Records drawn from a dataset
########################################
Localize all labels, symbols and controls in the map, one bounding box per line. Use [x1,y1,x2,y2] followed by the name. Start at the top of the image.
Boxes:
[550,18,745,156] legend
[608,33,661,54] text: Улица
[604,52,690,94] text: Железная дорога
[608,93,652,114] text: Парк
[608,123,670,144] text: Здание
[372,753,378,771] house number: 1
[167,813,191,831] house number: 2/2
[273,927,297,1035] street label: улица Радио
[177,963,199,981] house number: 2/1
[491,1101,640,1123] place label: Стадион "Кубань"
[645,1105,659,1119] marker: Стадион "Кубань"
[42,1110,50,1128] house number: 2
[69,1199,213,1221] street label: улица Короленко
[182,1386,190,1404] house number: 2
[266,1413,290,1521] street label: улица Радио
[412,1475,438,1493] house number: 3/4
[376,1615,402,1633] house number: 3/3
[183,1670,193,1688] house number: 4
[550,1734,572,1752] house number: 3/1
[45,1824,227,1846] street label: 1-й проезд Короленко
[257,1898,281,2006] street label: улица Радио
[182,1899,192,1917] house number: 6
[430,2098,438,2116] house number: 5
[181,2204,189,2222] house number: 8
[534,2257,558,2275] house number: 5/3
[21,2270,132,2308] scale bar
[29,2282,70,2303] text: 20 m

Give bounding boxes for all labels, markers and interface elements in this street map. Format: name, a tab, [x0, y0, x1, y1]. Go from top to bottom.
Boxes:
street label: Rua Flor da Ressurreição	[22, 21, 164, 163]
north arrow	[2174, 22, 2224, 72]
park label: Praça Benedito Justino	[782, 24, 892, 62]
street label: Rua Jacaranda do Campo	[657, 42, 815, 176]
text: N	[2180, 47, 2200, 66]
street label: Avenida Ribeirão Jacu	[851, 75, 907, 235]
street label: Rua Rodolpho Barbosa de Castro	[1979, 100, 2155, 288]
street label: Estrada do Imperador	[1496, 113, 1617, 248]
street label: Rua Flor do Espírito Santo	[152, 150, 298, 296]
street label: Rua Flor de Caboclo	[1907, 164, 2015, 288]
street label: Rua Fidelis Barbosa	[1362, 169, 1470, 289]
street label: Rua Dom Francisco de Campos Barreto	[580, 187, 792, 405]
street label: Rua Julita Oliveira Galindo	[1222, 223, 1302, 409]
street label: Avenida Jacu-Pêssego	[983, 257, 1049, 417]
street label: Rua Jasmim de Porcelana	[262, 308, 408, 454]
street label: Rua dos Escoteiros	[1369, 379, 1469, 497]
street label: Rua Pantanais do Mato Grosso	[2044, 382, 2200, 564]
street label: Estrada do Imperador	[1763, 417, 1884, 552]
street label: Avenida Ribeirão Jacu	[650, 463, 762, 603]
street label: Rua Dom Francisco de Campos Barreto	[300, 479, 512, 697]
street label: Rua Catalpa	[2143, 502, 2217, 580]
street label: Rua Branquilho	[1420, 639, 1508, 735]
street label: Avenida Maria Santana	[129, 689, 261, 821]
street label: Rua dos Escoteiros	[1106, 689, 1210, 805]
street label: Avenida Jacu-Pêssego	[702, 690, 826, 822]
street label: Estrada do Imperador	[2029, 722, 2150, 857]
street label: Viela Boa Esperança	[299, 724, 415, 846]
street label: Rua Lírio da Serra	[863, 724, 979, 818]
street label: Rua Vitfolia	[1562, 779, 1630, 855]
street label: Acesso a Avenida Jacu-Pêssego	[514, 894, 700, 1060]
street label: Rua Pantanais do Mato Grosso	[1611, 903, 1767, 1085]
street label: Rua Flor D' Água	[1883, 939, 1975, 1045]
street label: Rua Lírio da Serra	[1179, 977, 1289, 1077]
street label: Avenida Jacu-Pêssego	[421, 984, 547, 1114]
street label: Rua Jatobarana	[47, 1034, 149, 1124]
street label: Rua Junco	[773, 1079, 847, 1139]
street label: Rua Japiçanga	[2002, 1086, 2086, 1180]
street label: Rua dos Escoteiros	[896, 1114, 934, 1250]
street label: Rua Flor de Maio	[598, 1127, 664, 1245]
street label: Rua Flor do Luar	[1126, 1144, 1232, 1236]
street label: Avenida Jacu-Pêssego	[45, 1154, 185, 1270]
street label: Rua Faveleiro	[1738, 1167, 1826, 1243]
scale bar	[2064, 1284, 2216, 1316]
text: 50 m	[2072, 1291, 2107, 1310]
########################################
**What is needed**
Print out all of the records above, word for word.

**Result for this exercise**
Localize all labels, symbols and controls in the map, one bounding box per line. Use [x1,y1,x2,y2] followed by the name. Start at the top of the image.
Boxes:
[550,18,745,156] legend
[608,33,661,54] text: Улица
[604,52,690,94] text: Железная дорога
[608,93,652,114] text: Парк
[608,123,670,144] text: Здание
[372,753,378,771] house number: 1
[167,813,191,831] house number: 2/2
[273,927,297,1035] street label: улица Радио
[177,963,199,981] house number: 2/1
[491,1101,640,1123] place label: Стадион "Кубань"
[645,1105,659,1119] marker: Стадион "Кубань"
[42,1110,50,1128] house number: 2
[69,1199,213,1221] street label: улица Короленко
[182,1386,190,1404] house number: 2
[266,1413,290,1521] street label: улица Радио
[412,1475,438,1493] house number: 3/4
[376,1615,402,1633] house number: 3/3
[183,1670,193,1688] house number: 4
[550,1734,572,1752] house number: 3/1
[45,1824,227,1846] street label: 1-й проезд Короленко
[257,1898,281,2006] street label: улица Радио
[182,1899,192,1917] house number: 6
[430,2098,438,2116] house number: 5
[181,2204,189,2222] house number: 8
[534,2257,558,2275] house number: 5/3
[21,2270,132,2308] scale bar
[29,2282,70,2303] text: 20 m

Give bounding boxes for all labels, markers and interface elements in this street map. Format: name, a tab, [x0, y0, x1, y1]. Go from top to bottom.
Boxes:
street label: Rua Flor da Ressurreição	[22, 21, 164, 163]
north arrow	[2174, 22, 2224, 72]
park label: Praça Benedito Justino	[782, 24, 892, 62]
street label: Rua Jacaranda do Campo	[657, 42, 815, 176]
text: N	[2180, 47, 2200, 66]
street label: Avenida Ribeirão Jacu	[851, 75, 907, 235]
street label: Rua Rodolpho Barbosa de Castro	[1979, 100, 2155, 288]
street label: Estrada do Imperador	[1496, 113, 1617, 248]
street label: Rua Flor do Espírito Santo	[152, 150, 298, 296]
street label: Rua Flor de Caboclo	[1907, 164, 2015, 288]
street label: Rua Fidelis Barbosa	[1362, 169, 1470, 289]
street label: Rua Dom Francisco de Campos Barreto	[580, 187, 792, 405]
street label: Rua Julita Oliveira Galindo	[1222, 223, 1302, 409]
street label: Avenida Jacu-Pêssego	[983, 257, 1049, 417]
street label: Rua Jasmim de Porcelana	[262, 308, 408, 454]
street label: Rua dos Escoteiros	[1369, 379, 1469, 497]
street label: Rua Pantanais do Mato Grosso	[2044, 382, 2200, 564]
street label: Estrada do Imperador	[1763, 417, 1884, 552]
street label: Avenida Ribeirão Jacu	[650, 463, 762, 603]
street label: Rua Dom Francisco de Campos Barreto	[300, 479, 512, 697]
street label: Rua Catalpa	[2143, 502, 2217, 580]
street label: Rua Branquilho	[1420, 639, 1508, 735]
street label: Avenida Maria Santana	[129, 689, 261, 821]
street label: Rua dos Escoteiros	[1106, 689, 1210, 805]
street label: Avenida Jacu-Pêssego	[702, 690, 826, 822]
street label: Estrada do Imperador	[2029, 722, 2150, 857]
street label: Viela Boa Esperança	[299, 724, 415, 846]
street label: Rua Lírio da Serra	[863, 724, 979, 818]
street label: Rua Vitfolia	[1562, 779, 1630, 855]
street label: Acesso a Avenida Jacu-Pêssego	[514, 894, 700, 1060]
street label: Rua Pantanais do Mato Grosso	[1611, 903, 1767, 1085]
street label: Rua Flor D' Água	[1883, 939, 1975, 1045]
street label: Rua Lírio da Serra	[1179, 977, 1289, 1077]
street label: Avenida Jacu-Pêssego	[421, 984, 547, 1114]
street label: Rua Jatobarana	[47, 1034, 149, 1124]
street label: Rua Junco	[773, 1079, 847, 1139]
street label: Rua Japiçanga	[2002, 1086, 2086, 1180]
street label: Rua dos Escoteiros	[896, 1114, 934, 1250]
street label: Rua Flor de Maio	[598, 1127, 664, 1245]
street label: Rua Flor do Luar	[1126, 1144, 1232, 1236]
street label: Avenida Jacu-Pêssego	[45, 1154, 185, 1270]
street label: Rua Faveleiro	[1738, 1167, 1826, 1243]
scale bar	[2064, 1284, 2216, 1316]
text: 50 m	[2072, 1291, 2107, 1310]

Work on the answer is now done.